Open
Description
Is your feature request related to a problem? Please describe.
Performing an intersect operation adds a Distinct
operation to the query plan, however in situations where Distinct has already been applied to the values undergoing the intersect operation, this adds a redundant Distinct
operation. For example, the query:
import pandas as pd
from dask_sql import Context
df = pd.DataFrame({"a":[1,2,2,3,3], "b":[2,3,3,4,4]})
c = Context()
c.create_table("df", df)
c.explain("SELECT DISTINCT a FROM df INTERSECT SELECT DISTINCT b FROM df")
results in the explain plan:
'LeftSemi Join: df.a = df.b
Distinct:
Distinct:
TableScan: df projection=[a, b]
Distinct:
TableScan: df projection=[a, b]'
where there are 3 Distinct
operations present.
Another example of this is in query 38 where the query:
select count(*) from (
select distinct c_last_name, c_first_name, d_date
from store_sales, date_dim, customer
where store_sales.ss_sold_date_sk = date_dim.d_date_sk
and store_sales.ss_customer_sk = customer.c_customer_sk
and d_month_seq between 1189 and 1189 + 11
intersect
select distinct c_last_name, c_first_name, d_date
from catalog_sales, date_dim, customer
where catalog_sales.cs_sold_date_sk = date_dim.d_date_sk
and catalog_sales.cs_bill_customer_sk = customer.c_customer_sk
and d_month_seq between 1189 and 1189 + 11
intersect
select distinct c_last_name, c_first_name, d_date
from web_sales, date_dim, customer
where web_sales.ws_sold_date_sk = date_dim.d_date_sk
and web_sales.ws_bill_customer_sk = customer.c_customer_sk
and d_month_seq between 1189 and 1189 + 11
) hot_cust
limit 100
leads to 5 distinct calls as seen in the explain plan:
Limit: skip=0, fetch=100
Projection: COUNT(UInt8(1))
Aggregate: groupBy=[[]], aggr=[[COUNT(UInt8(1))]]

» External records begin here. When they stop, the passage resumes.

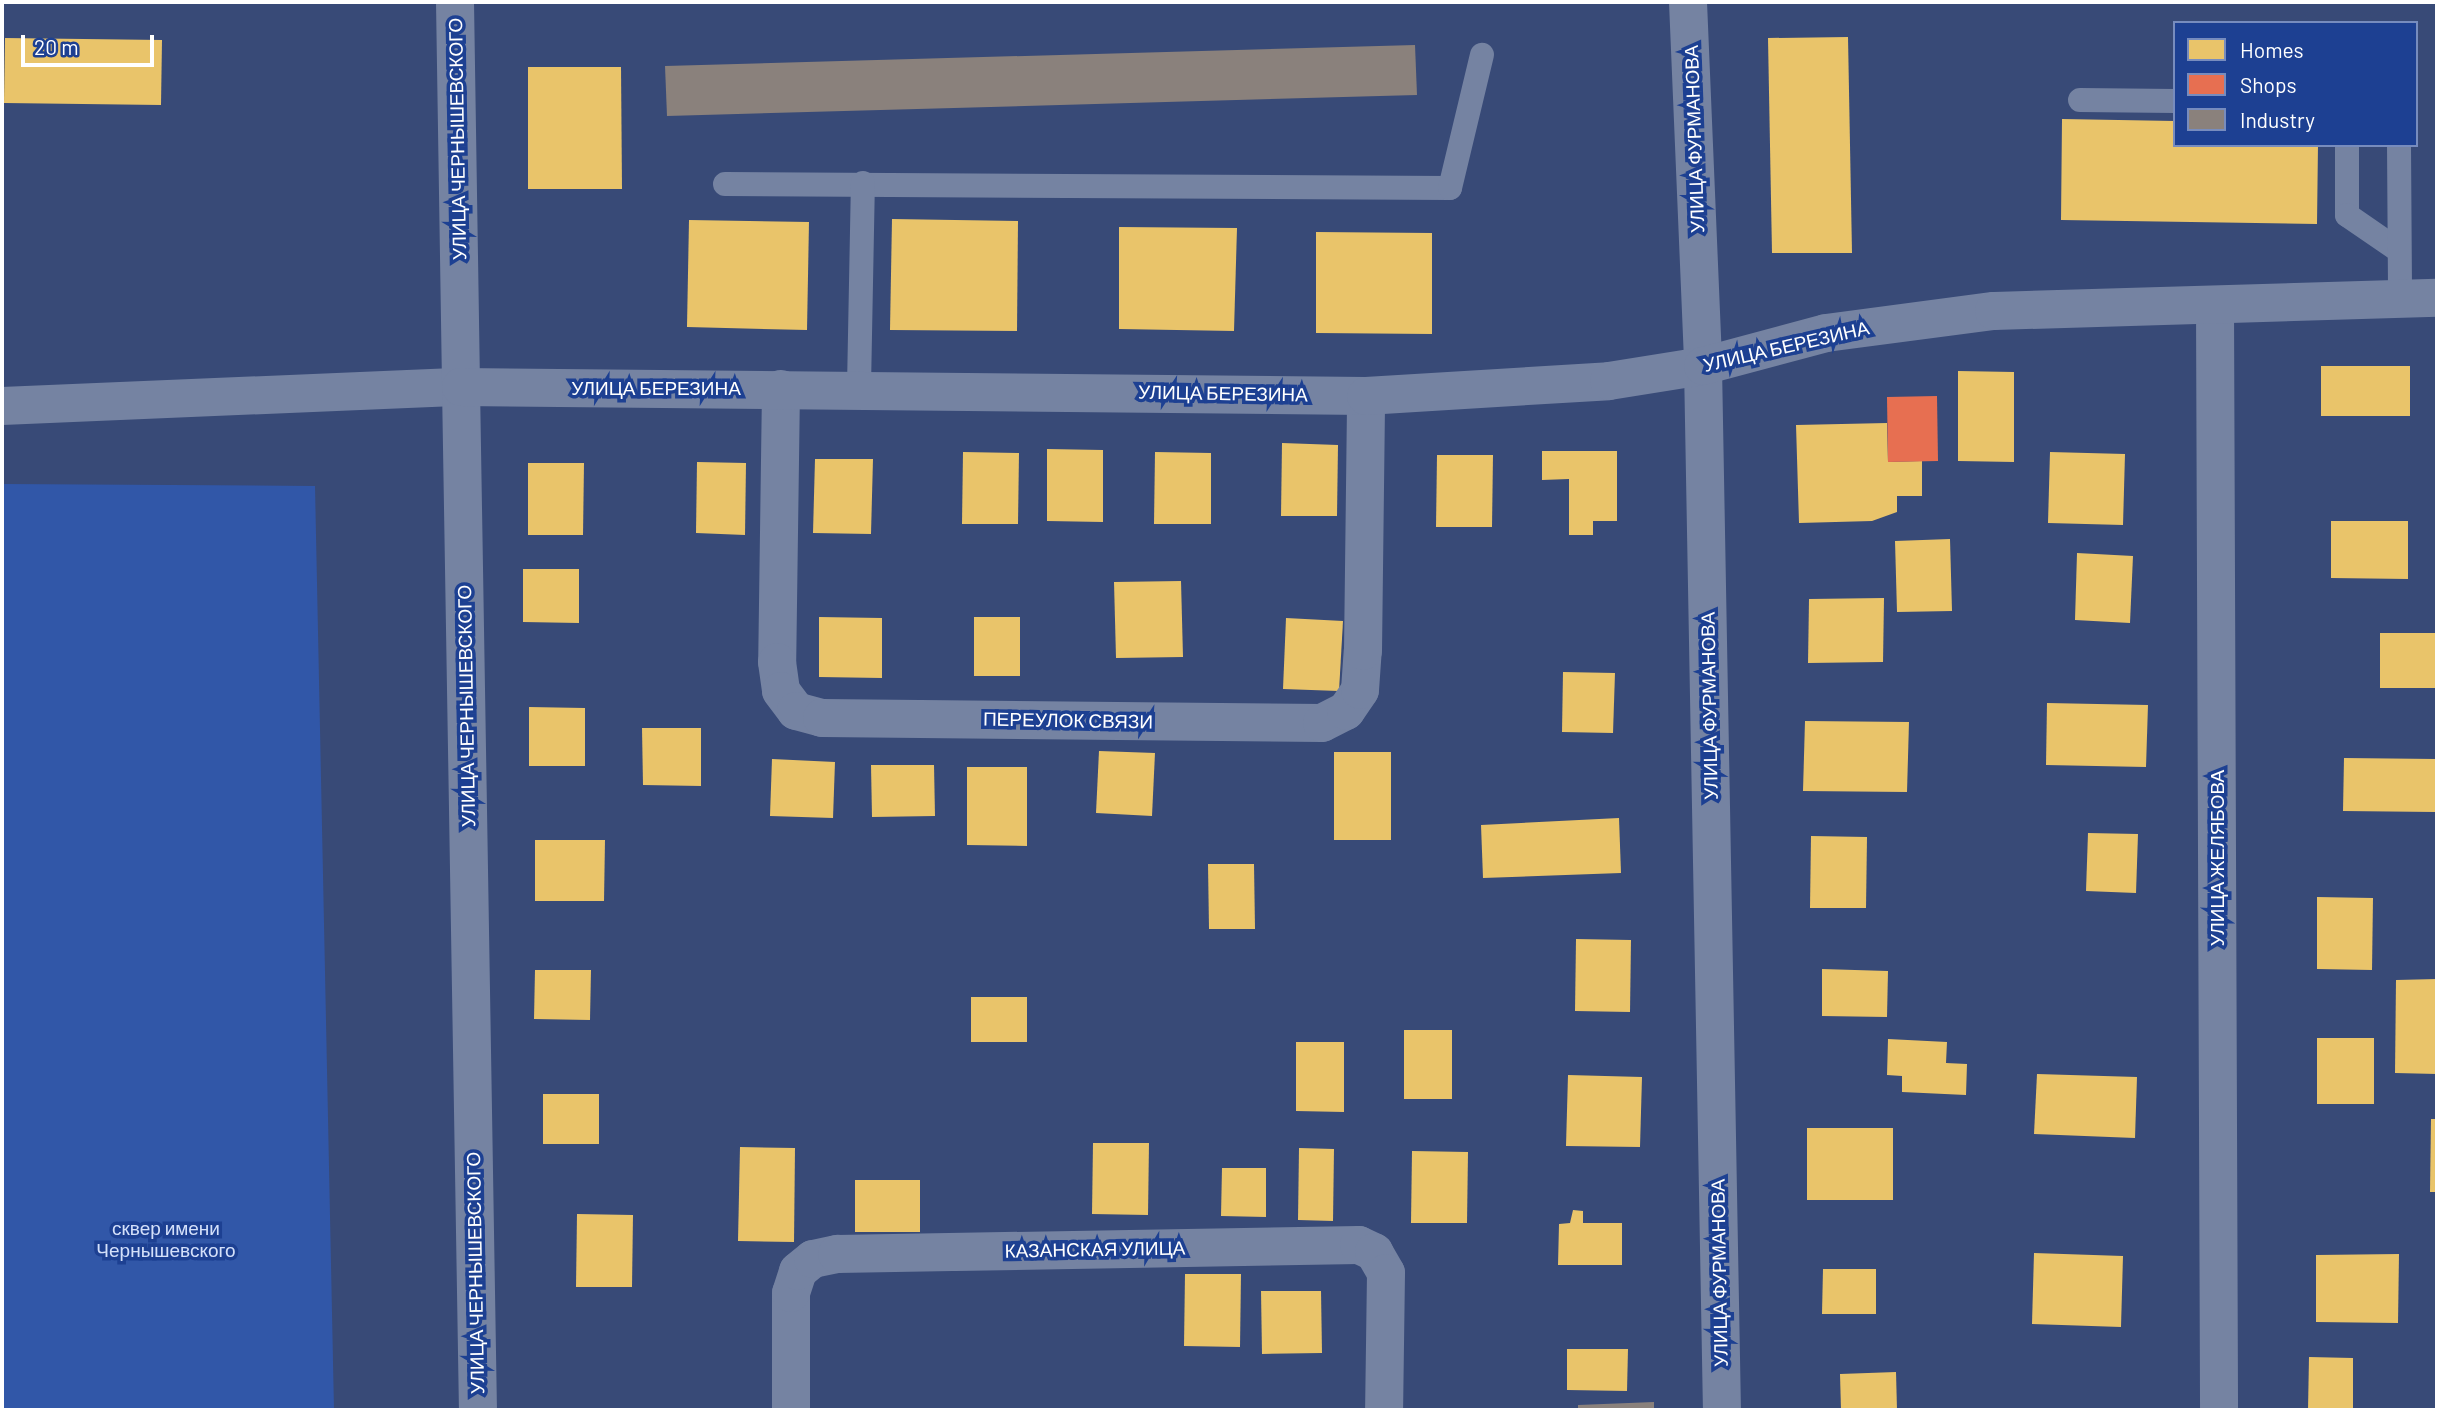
<!DOCTYPE html>
<html>
<head>
<meta charset="utf-8">
<style>
  body { margin:0 }
  #map { position:relative; width:2439px; height:1412px; overflow:hidden; background:#384a77; font-family:Barlow,sans-serif }
  div>[style] { position:absolute }
  .green>* { inset:0; background:#3157a8 }
  .homes>* { inset:0; background:#e9c46a }
  .shops>* { inset:0; background:#e76f51 }
  .industry>* { inset:0; background:#8a817c }
  .service>* { height:24px; margin:-12px; padding:0 12px; transform-origin:12px; border-radius:12px; background:#7583a2 }
  .minor>* { height:38px; margin:-19px; padding:0 19px; transform-origin:19px; border-radius:19px; background:#7583a2 }
  .tertiary>* { height:38px; margin:-19px; padding:0 19px; transform-origin:19px; border-radius:19px; background:#7583a2 }
  span { translate:-50% -50%; white-space:nowrap; text-align:center; line-height:1.15; -webkit-text-stroke:7px #1d4092; paint-order:stroke }
  .street-label { font-size:19px; color:#fff }
  .park-label { font-size:19px; color:#d4e0fa }
  .frame { position:absolute; inset:0; border:4px solid #fff; pointer-events:none }
  .legend { position:absolute; left:2173px; top:21px; width:245px; height:126px; box-sizing:border-box; background:#1d4092; border:2px solid #778cbe; margin:0; padding:9px 12px; list-style:none; font-size:21px; color:#fff }
  .legend li { display:flex; align-items:center; gap:14px; height:35px }
  .legend b { width:35px; border:2px solid #778cbe }
  .scale { position:absolute; left:21px; top:35px; width:133px; height:32px; box-sizing:border-box; border:4px solid #fff; border-top:0; padding-left:9px; font-size:21px; line-height:24px; white-space:nowrap; color:#fff; -webkit-text-stroke:5px #1d4092; paint-order:stroke }
</style>
</head>
<body>
<div id="map">
  <div class="green">
    <div style="clip-path:polygon(2px 484px,315px 486px,334px 1410px,2px 1410px)"></div>
  </div>
  <div class="homes">
    <div style="clip-path:polygon(1848px 37px,1852px 253px,1772px 253px,1768px 38px)"></div>
    <div style="clip-path:polygon(5px 38px,162px 40px,161px 105px,4px 103px)"></div>
    <div style="clip-path:polygon(528px 67px,621px 67px,622px 189px,528px 189px)"></div>
    <div style="clip-path:polygon(2062px 119px,2175px 121px,2175px 145px,2318px 145px,2317px 224px,2061px 220px)"></div>
    <div style="clip-path:polygon(892px 219px,1018px 221px,1017px 331px,890px 330px)"></div>
    <div style="clip-path:polygon(689px 220px,809px 222px,807px 330px,687px 327px)"></div>
    <div style="clip-path:polygon(1119px 227px,1237px 228px,1234px 331px,1119px 329px)"></div>
    <div style="clip-path:polygon(1316px 232px,1432px 233px,1432px 334px,1316px 333px)"></div>
    <div style="clip-path:polygon(2321px 366px,2410px 366px,2410px 416px,2321px 416px)"></div>
    <div style="clip-path:polygon(1958px 371px,2014px 372px,2014px 462px,1958px 461px)"></div>
    <div style="clip-path:polygon(1887px 423px,1888px 462px,1922px 461px,1922px 496px,1897px 496px,1897px 512px,1872px 521px,1799px 523px,1796px 425px)"></div>
    <div style="clip-path:polygon(1282px 443px,1338px 445px,1337px 516px,1281px 516px)"></div>
    <div style="clip-path:polygon(1047px 449px,1103px 450px,1103px 522px,1047px 521px)"></div>
    <div style="clip-path:polygon(1542px 451px,1617px 451px,1617px 521px,1593px 521px,1593px 535px,1569px 535px,1569px 479px,1542px 480px)"></div>
    <div style="clip-path:polygon(963px 452px,1019px 453px,1018px 524px,962px 524px)"></div>
    <div style="clip-path:polygon(1155px 452px,1211px 453px,1211px 524px,1154px 524px)"></div>
    <div style="clip-path:polygon(2050px 452px,2125px 454px,2123px 525px,2048px 523px)"></div>
    <div style="clip-path:polygon(1437px 455px,1493px 455px,1492px 527px,1436px 527px)"></div>
    <div style="clip-path:polygon(815px 459px,873px 459px,871px 534px,813px 533px)"></div>
    <div style="clip-path:polygon(697px 462px,746px 463px,745px 535px,696px 533px)"></div>
    <div style="clip-path:polygon(528px 463px,584px 463px,583px 535px,528px 535px)"></div>
    <div style="clip-path:polygon(2331px 521px,2408px 521px,2408px 579px,2331px 578px)"></div>
    <div style="clip-path:polygon(1950px 539px,1952px 611px,1897px 612px,1895px 541px)"></div>
    <div style="clip-path:polygon(2077px 553px,2133px 556px,2130px 623px,2075px 620px)"></div>
    <div style="clip-path:polygon(523px 569px,579px 569px,579px 623px,523px 622px)"></div>
    <div style="clip-path:polygon(1181px 581px,1183px 657px,1116px 658px,1114px 582px)"></div>
    <div style="clip-path:polygon(1884px 598px,1883px 662px,1808px 663px,1809px 599px)"></div>
    <div style="clip-path:polygon(819px 617px,882px 618px,882px 678px,819px 677px)"></div>
    <div style="clip-path:polygon(974px 617px,1020px 617px,1020px 676px,974px 676px)"></div>
    <div style="clip-path:polygon(1286px 618px,1343px 621px,1339px 691px,1283px 689px)"></div>
    <div style="clip-path:polygon(2380px 633px,2435px 633px,2436px 688px,2380px 688px)"></div>
    <div style="clip-path:polygon(1563px 672px,1615px 673px,1613px 733px,1562px 732px)"></div>
    <div style="clip-path:polygon(2047px 703px,2148px 705px,2146px 767px,2046px 765px)"></div>
    <div style="clip-path:polygon(529px 707px,585px 708px,585px 766px,529px 766px)"></div>
    <div style="clip-path:polygon(1805px 721px,1909px 722px,1907px 792px,1803px 791px)"></div>
    <div style="clip-path:polygon(642px 728px,701px 728px,701px 786px,643px 785px)"></div>
    <div style="clip-path:polygon(1099px 751px,1155px 753px,1152px 816px,1096px 813px)"></div>
    <div style="clip-path:polygon(1334px 752px,1391px 752px,1391px 840px,1334px 840px)"></div>
    <div style="clip-path:polygon(2344px 758px,2436px 759px,2435px 812px,2343px 811px)"></div>
    <div style="clip-path:polygon(772px 759px,835px 762px,833px 818px,770px 816px)"></div>
    <div style="clip-path:polygon(871px 765px,934px 765px,935px 816px,872px 817px)"></div>
    <div style="clip-path:polygon(967px 767px,1027px 767px,1027px 846px,967px 845px)"></div>
    <div style="clip-path:polygon(1619px 818px,1621px 873px,1483px 878px,1481px 825px)"></div>
    <div style="clip-path:polygon(2088px 833px,2138px 834px,2136px 893px,2086px 891px)"></div>
    <div style="clip-path:polygon(1811px 836px,1867px 837px,1866px 908px,1810px 908px)"></div>
    <div style="clip-path:polygon(535px 840px,605px 840px,604px 901px,535px 901px)"></div>
    <div style="clip-path:polygon(1208px 864px,1254px 864px,1255px 929px,1209px 929px)"></div>
    <div style="clip-path:polygon(2317px 897px,2373px 898px,2372px 970px,2317px 969px)"></div>
    <div style="clip-path:polygon(1576px 939px,1631px 940px,1630px 1012px,1575px 1011px)"></div>
    <div style="clip-path:polygon(1822px 969px,1888px 971px,1887px 1017px,1822px 1016px)"></div>
    <div style="clip-path:polygon(535px 970px,591px 970px,590px 1020px,534px 1019px)"></div>
    <div style="clip-path:polygon(2437px 979px,2437px 1074px,2395px 1073px,2396px 980px)"></div>
    <div style="clip-path:polygon(971px 997px,1027px 997px,1027px 1042px,971px 1042px)"></div>
    <div style="clip-path:polygon(1404px 1030px,1452px 1030px,1452px 1099px,1404px 1099px)"></div>
    <div style="clip-path:polygon(2317px 1038px,2374px 1038px,2374px 1104px,2317px 1104px)"></div>
    <div style="clip-path:polygon(1888px 1039px,1947px 1042px,1946px 1063px,1967px 1064px,1966px 1095px,1902px 1092px,1902px 1076px,1887px 1075px)"></div>
    <div style="clip-path:polygon(1296px 1042px,1344px 1042px,1344px 1112px,1296px 1111px)"></div>
    <div style="clip-path:polygon(2037px 1074px,2137px 1077px,2135px 1138px,2034px 1134px)"></div>
    <div style="clip-path:polygon(1568px 1075px,1642px 1077px,1640px 1147px,1566px 1146px)"></div>
    <div style="clip-path:polygon(543px 1094px,599px 1094px,599px 1144px,543px 1144px)"></div>
    <div style="clip-path:polygon(2431px 1119px,2437px 1119px,2437px 1192px,2430px 1192px)"></div>
    <div style="clip-path:polygon(1807px 1128px,1893px 1128px,1893px 1200px,1807px 1200px)"></div>
    <div style="clip-path:polygon(1093px 1143px,1149px 1143px,1148px 1215px,1092px 1214px)"></div>
    <div style="clip-path:polygon(740px 1147px,795px 1148px,794px 1242px,738px 1241px)"></div>
    <div style="clip-path:polygon(1299px 1148px,1334px 1149px,1333px 1221px,1298px 1220px)"></div>
    <div style="clip-path:polygon(1412px 1151px,1468px 1152px,1467px 1223px,1411px 1223px)"></div>
    <div style="clip-path:polygon(1222px 1168px,1266px 1168px,1266px 1217px,1221px 1216px)"></div>
    <div style="clip-path:polygon(855px 1180px,920px 1180px,920px 1232px,855px 1232px)"></div>
    <div style="clip-path:polygon(1573px 1210px,1583px 1211px,1583px 1223px,1622px 1223px,1622px 1265px,1558px 1265px,1559px 1224px,1570px 1223px)"></div>
    <div style="clip-path:polygon(577px 1214px,633px 1215px,632px 1287px,576px 1287px)"></div>
    <div style="clip-path:polygon(2034px 1253px,2123px 1256px,2121px 1327px,2032px 1324px)"></div>
    <div style="clip-path:polygon(2399px 1254px,2398px 1323px,2316px 1322px,2316px 1255px)"></div>
    <div style="clip-path:polygon(1823px 1269px,1876px 1269px,1876px 1314px,1822px 1314px)"></div>
    <div style="clip-path:polygon(1185px 1274px,1241px 1274px,1240px 1347px,1184px 1346px)"></div>
    <div style="clip-path:polygon(1261px 1291px,1321px 1291px,1322px 1353px,1262px 1354px)"></div>
    <div style="clip-path:polygon(1567px 1349px,1628px 1349px,1627px 1391px,1567px 1390px)"></div>
    <div style="clip-path:polygon(2309px 1357px,2353px 1358px,2353px 1410px,2308px 1410px)"></div>
    <div style="clip-path:polygon(1896px 1372px,1897px 1410px,1841px 1410px,1840px 1374px)"></div>
  </div>
  <div class="shops">
    <div style="clip-path:polygon(1937px 396px,1938px 461px,1888px 462px,1887px 397px)"></div>
  </div>
  <div class="industry">
    <div style="clip-path:polygon(1415px 45px,1417px 95px,667px 116px,665px 66px)"></div>
    <div style="clip-path:polygon(1654px 1402px,1654px 1410px,1578px 1410px,1578px 1405px)"></div>
  </div>
  <div class="service">
    <div style="left:2080px;top:100px;width:95px;rotate:0.6deg"></div>
    <div style="left:2347px;top:145px;width:70px;rotate:90deg"></div>
    <div style="left:2347px;top:215px;width:62px;rotate:34.5deg"></div>
    <div style="left:2399px;top:145px;width:153px;rotate:89.6deg"></div>
    <div style="left:725px;top:184px;width:725px;rotate:0.32deg"></div>
    <div style="left:1450px;top:188px;width:137px;rotate:-76.5deg"></div>
    <div style="left:859px;top:387px;width:204px;rotate:-88.9deg"></div>
  </div>
  <div class="minor">
    <div style="left:1688px;top:2px;width:364px;rotate:87.6deg"></div>
    <div style="left:1703px;top:366px;width:1044px;rotate:88.96deg"></div>
    <div style="left:2215px;top:306px;width:1104px;rotate:89.79deg"></div>
    <div style="left:781px;top:389px;width:273px;rotate:90.8deg"></div>
    <div style="left:777px;top:662px;width:29px;rotate:82deg"></div>
    <div style="left:781px;top:691px;width:25px;rotate:53deg"></div>
    <div style="left:796px;top:711px;width:27px;rotate:15deg"></div>
    <div style="left:822px;top:718px;width:500px;rotate:0.57deg"></div>
    <div style="left:1322px;top:723px;width:27px;rotate:-27deg"></div>
    <div style="left:1346px;top:711px;width:25px;rotate:-56deg"></div>
    <div style="left:1360px;top:690px;width:39px;rotate:-86deg"></div>
    <div style="left:1363px;top:651px;width:255px;rotate:-89.3deg"></div>
    <div style="left:2px;top:406px;width:459px;rotate:-2.4deg"></div>
    <div style="left:461px;top:387px;width:1023px;rotate:89.05deg"></div>
    <div style="left:791px;top:1410px;width:117px;rotate:-90deg"></div>
    <div style="left:791px;top:1293px;width:23px;rotate:-72deg"></div>
    <div style="left:798px;top:1271px;width:19px;rotate:-39deg"></div>
    <div style="left:813px;top:1259px;width:25px;rotate:-12deg"></div>
    <div style="left:837px;top:1254px;width:522px;rotate:-0.99deg"></div>
    <div style="left:1359px;top:1245px;width:17px;rotate:25deg"></div>
    <div style="left:1374px;top:1252px;width:24px;rotate:60deg"></div>
    <div style="left:1386px;top:1273px;width:137px;rotate:90.8deg"></div>
  </div>
  <div class="tertiary">
    <div style="left:455px;top:2px;width:385px;rotate:89.1deg"></div>
    <div style="left:461px;top:387px;width:905px;rotate:0.57deg"></div>
    <div style="left:1366px;top:396px;width:243px;rotate:-3.5deg"></div>
    <div style="left:1609px;top:381px;width:95px;rotate:-9.1deg"></div>
    <div style="left:1703px;top:366px;width:127px;rotate:-15deg"></div>
    <div style="left:1826px;top:333px;width:169px;rotate:-7.5deg"></div>
    <div style="left:1994px;top:311px;width:443px;rotate:-1.7deg"></div>
  </div>
  <div class="street-label">
    <span style="left:457px;top:139px;rotate:-91deg">УЛИЦА ЧЕРНЫШЕВСКОГО</span>
    <span style="left:1694px;top:139px;rotate:-92deg">УЛИЦА ФУРМАНОВА</span>
    <span style="left:1786px;top:346px;rotate:-13deg">УЛИЦА БЕРЕЗИНА</span>
    <span style="left:656px;top:388px">УЛИЦА БЕРЕЗИНА</span>
    <span style="left:1223px;top:393px;rotate:1deg">УЛИЦА БЕРЕЗИНА</span>
    <span style="left:466px;top:706px;rotate:-91deg">УЛИЦА ЧЕРНЫШЕВСКОГО</span>
    <span style="left:1709px;top:706px;rotate:-91deg">УЛИЦА ФУРМАНОВА</span>
    <span style="left:1068px;top:720px;rotate:1deg">ПЕРЕУЛОК СВЯЗИ</span>
    <span style="left:2217px;top:858px;rotate:-90deg">УЛИЦА ЖЕЛЯБОВА</span>
    <span style="left:1095px;top:1249px;rotate:-1deg">КАЗАНСКАЯ УЛИЦА</span>
    <span style="left:475px;top:1273px;rotate:-91deg">УЛИЦА ЧЕРНЫШЕВСКОГО</span>
    <span style="left:1719px;top:1273px;rotate:-91deg">УЛИЦА ФУРМАНОВА</span>
  </div>
  <div class="park-label">
    <span style="left:166px;top:1239px">сквер имени<br>Чернышевского</span>
  </div>
  <div class="frame"></div>
  <ul class="legend">
  <li><b style="height:19px;background:#e9c46a"></b>Homes</li>
  <li><b style="height:19px;background:#e76f51"></b>Shops</li>
  <li><b style="height:19px;background:#8a817c"></b>Industry</li>
  </ul>
  <div class="scale">20 m</div>
</div>
</body>
</html>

LeftSemi Join: customer.c_last_name = customer.c_last_name, customer.c_first_name = customer.c_first_name, date_dim.d_date = date_dim.d_date
Distinct:
LeftSemi Join: customer.c_last_name = customer.c_last_name, customer.c_first_name = customer.c_first_name, date_dim.d_date = date_dim.d_date
Distinct:
Distinct:
Projection: customer.c_last_name, customer.c_first_name, date_dim.d_date
Inner Join: store_sales.ss_customer_sk = customer.c_customer_sk
Inner Join: store_sales.ss_sold_date_sk = date_dim.d_date_sk
Filter: store_sales.ss_customer_sk IS NOT NULL AND store_sales.ss_sold_date_sk IS NOT NULL
TableScan: store_sales projection=[ss_sold_date_sk, ss_customer_sk], partial_filters=[store_sales.ss_customer_sk IS NOT NULL, store_sales.ss_sold_date_sk IS NOT NULL]
Filter: date_dim.d_date_sk IS NOT NULL AND date_dim.d_month_seq >= Int64(1189) AND date_dim.d_month_seq <= Int64(1200)
TableScan: date_dim projection=[d_date_sk, d_date, d_month_seq], partial_filters=[date_dim.d_date_sk IS NOT NULL]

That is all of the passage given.